# DIRECTIONS
Filtering the records below, copy only those lines that include the word "compass".

** SUPPLIED MATERIAL follows **

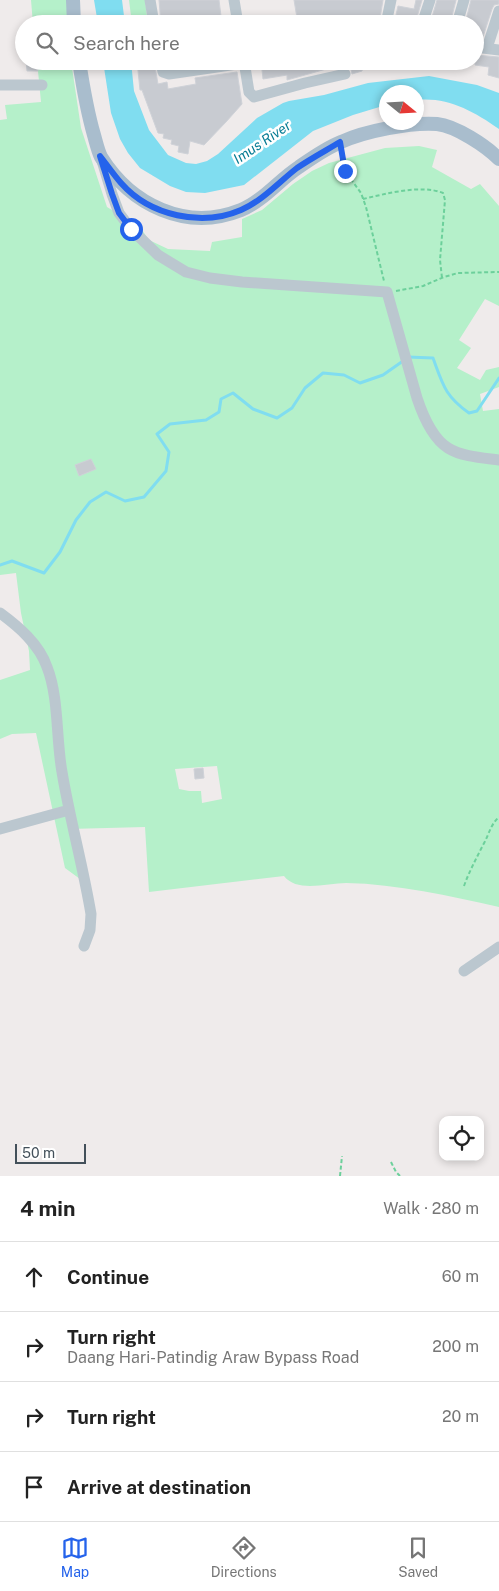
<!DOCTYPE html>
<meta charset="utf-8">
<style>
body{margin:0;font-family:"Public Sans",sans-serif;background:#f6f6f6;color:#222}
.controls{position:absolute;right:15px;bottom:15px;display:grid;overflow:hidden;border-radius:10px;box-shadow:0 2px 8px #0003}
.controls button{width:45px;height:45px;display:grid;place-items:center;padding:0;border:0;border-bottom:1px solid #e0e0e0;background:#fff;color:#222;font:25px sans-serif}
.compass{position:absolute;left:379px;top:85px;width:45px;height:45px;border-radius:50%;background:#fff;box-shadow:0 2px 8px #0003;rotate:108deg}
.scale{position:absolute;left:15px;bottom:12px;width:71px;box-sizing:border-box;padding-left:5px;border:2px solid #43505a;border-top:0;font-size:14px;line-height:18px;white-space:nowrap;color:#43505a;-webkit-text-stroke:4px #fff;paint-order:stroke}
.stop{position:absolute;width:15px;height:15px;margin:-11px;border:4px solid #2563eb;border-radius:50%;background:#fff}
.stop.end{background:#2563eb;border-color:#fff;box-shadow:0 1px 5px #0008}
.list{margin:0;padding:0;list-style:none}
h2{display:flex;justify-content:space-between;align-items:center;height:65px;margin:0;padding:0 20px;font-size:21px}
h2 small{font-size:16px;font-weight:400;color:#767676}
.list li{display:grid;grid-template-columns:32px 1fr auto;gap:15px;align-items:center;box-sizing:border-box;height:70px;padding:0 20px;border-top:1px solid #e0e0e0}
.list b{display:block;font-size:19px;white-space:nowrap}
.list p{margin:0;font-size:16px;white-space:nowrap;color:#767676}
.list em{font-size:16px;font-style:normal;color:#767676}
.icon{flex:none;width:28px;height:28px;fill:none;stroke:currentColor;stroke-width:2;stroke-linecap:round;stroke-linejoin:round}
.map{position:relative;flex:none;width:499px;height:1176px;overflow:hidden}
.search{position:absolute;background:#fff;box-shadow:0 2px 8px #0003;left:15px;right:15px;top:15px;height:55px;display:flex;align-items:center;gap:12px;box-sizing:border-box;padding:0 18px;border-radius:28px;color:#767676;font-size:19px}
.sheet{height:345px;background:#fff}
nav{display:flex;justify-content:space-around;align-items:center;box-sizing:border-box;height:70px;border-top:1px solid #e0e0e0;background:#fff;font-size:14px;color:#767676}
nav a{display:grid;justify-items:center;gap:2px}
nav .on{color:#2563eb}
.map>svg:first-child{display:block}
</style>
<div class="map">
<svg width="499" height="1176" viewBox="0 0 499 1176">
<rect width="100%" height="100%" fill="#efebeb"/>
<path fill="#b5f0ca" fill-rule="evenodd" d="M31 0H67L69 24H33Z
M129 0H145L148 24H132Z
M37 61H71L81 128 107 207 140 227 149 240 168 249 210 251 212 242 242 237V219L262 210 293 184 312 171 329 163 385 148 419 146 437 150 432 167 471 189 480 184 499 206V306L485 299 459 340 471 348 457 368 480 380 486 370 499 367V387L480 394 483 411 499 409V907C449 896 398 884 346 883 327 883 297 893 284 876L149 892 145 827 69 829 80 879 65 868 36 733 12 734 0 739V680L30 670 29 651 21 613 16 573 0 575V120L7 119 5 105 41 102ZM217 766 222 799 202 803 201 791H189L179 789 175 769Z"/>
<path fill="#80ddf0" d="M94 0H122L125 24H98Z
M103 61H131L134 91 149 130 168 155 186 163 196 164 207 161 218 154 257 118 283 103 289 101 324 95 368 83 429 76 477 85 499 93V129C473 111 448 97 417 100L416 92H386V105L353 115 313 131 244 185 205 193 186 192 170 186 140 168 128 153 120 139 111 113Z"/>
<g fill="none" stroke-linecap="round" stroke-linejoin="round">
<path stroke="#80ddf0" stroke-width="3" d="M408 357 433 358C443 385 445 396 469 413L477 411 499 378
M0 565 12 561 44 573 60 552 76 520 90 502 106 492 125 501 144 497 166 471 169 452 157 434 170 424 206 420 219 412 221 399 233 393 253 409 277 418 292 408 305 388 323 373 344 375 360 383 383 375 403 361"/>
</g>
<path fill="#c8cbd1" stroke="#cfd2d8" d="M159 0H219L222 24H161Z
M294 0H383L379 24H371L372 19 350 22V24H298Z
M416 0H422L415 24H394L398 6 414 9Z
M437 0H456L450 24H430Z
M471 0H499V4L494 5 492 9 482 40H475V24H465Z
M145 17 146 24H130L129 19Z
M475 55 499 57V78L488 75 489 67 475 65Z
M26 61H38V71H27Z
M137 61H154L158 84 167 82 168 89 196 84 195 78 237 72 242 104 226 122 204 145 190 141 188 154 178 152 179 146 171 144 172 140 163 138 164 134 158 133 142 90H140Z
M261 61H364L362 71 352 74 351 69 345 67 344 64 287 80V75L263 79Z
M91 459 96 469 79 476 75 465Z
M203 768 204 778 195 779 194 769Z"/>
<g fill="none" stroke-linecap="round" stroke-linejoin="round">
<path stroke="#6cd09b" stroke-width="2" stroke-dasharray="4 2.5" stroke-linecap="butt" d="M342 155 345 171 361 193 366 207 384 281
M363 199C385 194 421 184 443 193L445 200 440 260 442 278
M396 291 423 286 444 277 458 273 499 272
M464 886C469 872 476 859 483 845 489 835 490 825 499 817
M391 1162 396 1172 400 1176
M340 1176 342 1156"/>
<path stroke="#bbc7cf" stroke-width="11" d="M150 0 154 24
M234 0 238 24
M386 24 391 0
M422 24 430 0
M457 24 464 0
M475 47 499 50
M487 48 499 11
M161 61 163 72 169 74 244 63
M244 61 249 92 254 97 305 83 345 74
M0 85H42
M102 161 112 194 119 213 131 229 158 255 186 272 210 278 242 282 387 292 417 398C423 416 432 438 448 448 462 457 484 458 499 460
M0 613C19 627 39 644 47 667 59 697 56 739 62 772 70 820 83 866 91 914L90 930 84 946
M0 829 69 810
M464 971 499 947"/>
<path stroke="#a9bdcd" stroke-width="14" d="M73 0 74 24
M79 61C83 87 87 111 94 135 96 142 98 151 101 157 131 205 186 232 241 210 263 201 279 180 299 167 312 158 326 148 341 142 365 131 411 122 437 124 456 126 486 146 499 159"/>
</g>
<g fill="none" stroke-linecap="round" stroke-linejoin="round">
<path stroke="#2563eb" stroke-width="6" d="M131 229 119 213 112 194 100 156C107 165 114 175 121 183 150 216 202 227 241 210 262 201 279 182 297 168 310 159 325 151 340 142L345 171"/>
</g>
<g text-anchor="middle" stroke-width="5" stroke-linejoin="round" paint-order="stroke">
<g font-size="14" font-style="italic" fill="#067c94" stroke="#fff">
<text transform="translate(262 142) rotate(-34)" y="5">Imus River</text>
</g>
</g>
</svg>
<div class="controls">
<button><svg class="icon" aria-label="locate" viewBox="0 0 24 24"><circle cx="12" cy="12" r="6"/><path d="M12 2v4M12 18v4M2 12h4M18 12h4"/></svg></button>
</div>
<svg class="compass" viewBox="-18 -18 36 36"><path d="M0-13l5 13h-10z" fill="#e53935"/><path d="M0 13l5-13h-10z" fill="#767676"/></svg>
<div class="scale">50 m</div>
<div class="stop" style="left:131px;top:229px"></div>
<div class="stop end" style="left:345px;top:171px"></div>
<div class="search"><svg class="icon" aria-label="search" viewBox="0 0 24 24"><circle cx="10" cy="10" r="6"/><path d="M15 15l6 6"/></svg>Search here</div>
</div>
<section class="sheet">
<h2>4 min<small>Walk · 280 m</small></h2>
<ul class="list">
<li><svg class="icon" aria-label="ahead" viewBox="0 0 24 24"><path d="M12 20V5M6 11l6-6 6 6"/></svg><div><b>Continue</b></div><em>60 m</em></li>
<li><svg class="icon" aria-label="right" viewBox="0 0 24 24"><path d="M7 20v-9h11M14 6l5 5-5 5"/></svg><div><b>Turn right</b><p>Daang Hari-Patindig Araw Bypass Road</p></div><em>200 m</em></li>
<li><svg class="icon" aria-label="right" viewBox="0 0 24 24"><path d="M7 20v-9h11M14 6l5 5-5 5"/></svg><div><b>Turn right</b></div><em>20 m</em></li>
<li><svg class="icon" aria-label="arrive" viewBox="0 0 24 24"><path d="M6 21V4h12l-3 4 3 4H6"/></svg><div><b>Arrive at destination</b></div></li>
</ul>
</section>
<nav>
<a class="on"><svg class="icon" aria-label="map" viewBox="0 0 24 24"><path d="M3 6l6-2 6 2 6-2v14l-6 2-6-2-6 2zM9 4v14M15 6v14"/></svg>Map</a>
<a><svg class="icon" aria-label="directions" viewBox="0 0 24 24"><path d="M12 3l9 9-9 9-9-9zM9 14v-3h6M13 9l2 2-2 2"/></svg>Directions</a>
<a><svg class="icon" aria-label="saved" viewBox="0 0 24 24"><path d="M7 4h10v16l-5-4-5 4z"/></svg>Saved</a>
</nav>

** End of SUPPLIED MATERIAL **

# EXERCISE RESULT
.compass{position:absolute;left:379px;top:85px;width:45px;height:45px;border-radius:50%;background:#fff;box-shadow:0 2px 8px #0003;rotate:108deg}
<svg class="compass" viewBox="-18 -18 36 36"><path d="M0-13l5 13h-10z" fill="#e53935"/><path d="M0 13l5-13h-10z" fill="#767676"/></svg>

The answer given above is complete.